[Opening Records for the task section]

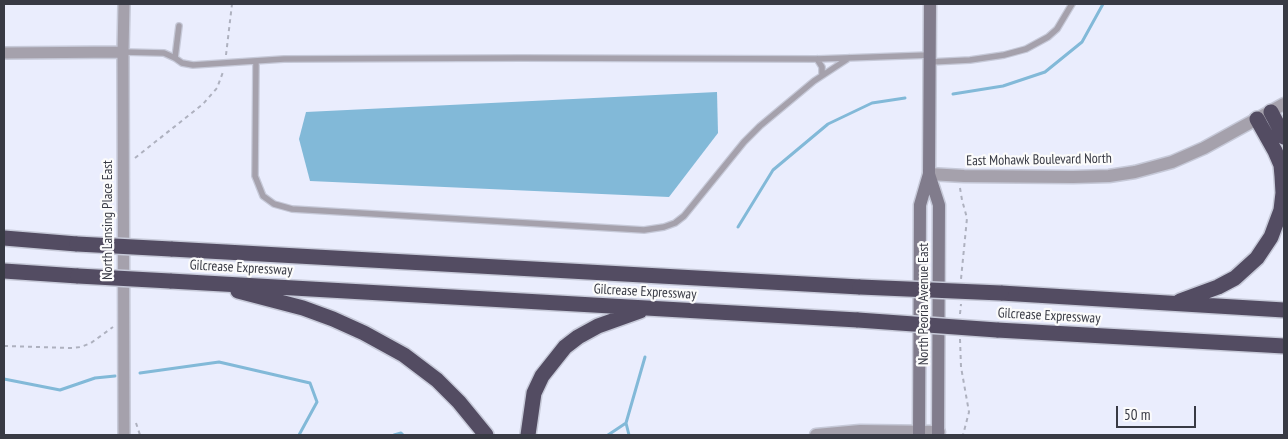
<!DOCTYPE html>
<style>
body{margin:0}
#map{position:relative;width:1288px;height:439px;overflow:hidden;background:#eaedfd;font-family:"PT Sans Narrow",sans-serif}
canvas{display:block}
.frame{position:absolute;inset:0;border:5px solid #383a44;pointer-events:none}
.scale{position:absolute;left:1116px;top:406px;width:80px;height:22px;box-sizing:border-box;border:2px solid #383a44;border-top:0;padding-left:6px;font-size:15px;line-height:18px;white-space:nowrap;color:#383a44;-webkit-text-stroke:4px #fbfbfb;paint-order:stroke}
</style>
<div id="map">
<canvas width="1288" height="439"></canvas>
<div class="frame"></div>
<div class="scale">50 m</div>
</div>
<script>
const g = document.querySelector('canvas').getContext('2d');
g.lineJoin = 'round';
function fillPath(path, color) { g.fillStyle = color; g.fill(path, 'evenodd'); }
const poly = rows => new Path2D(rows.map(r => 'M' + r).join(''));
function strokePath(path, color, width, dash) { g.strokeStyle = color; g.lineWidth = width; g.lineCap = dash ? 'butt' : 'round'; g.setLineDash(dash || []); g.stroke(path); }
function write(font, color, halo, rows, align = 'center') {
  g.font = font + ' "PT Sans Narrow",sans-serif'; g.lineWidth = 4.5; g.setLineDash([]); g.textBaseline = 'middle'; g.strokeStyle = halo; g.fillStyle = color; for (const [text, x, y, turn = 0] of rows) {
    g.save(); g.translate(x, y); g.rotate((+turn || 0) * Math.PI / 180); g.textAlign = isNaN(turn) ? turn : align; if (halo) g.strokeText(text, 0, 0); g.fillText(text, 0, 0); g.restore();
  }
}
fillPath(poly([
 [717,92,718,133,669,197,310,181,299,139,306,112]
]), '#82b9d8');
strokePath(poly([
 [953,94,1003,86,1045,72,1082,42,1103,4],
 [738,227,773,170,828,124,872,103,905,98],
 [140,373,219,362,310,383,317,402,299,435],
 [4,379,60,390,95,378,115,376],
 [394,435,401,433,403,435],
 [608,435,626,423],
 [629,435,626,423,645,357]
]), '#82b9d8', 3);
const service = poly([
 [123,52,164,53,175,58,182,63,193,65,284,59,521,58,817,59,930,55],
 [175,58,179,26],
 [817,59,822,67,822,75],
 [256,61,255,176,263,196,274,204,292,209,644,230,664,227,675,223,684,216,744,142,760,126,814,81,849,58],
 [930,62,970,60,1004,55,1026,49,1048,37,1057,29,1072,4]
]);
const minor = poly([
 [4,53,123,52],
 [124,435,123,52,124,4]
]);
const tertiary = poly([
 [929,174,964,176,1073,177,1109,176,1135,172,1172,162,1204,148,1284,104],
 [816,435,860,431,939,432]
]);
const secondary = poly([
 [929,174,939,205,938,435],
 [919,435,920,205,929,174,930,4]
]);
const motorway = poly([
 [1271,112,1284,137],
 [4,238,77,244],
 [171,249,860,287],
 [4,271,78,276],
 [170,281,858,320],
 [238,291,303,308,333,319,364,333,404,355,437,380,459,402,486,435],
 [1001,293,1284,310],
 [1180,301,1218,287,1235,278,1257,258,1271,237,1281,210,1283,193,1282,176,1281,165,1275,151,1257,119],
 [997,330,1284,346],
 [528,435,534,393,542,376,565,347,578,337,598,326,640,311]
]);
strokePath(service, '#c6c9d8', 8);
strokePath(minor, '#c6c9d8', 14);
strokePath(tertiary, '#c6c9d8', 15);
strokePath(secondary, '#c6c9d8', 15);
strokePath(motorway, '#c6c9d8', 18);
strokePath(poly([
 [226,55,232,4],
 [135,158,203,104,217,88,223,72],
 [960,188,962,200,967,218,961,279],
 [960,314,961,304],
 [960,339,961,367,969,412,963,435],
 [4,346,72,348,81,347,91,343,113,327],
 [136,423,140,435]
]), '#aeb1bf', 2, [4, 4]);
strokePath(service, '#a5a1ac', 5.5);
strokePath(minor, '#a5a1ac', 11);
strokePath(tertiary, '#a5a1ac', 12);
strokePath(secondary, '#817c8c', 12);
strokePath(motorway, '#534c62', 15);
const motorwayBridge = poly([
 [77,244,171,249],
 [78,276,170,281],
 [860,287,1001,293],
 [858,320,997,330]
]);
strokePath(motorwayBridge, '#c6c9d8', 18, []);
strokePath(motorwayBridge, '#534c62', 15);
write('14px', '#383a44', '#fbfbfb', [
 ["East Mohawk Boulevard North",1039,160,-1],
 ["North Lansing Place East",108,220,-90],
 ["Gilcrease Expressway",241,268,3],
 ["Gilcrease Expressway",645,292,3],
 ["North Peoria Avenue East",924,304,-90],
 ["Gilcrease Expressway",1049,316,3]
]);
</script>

[Closing Records for the task section]

### What you need to do
The word to look for is "function"; copy out every line of the entries that holds it.

### Exercise output
function fillPath(path, color) { g.fillStyle = color; g.fill(path, 'evenodd'); }
function strokePath(path, color, width, dash) { g.strokeStyle = color; g.lineWidth = width; g.lineCap = dash ? 'butt' : 'round'; g.setLineDash(dash || []); g.stroke(path); }
function write(font, color, halo, rows, align = 'center') {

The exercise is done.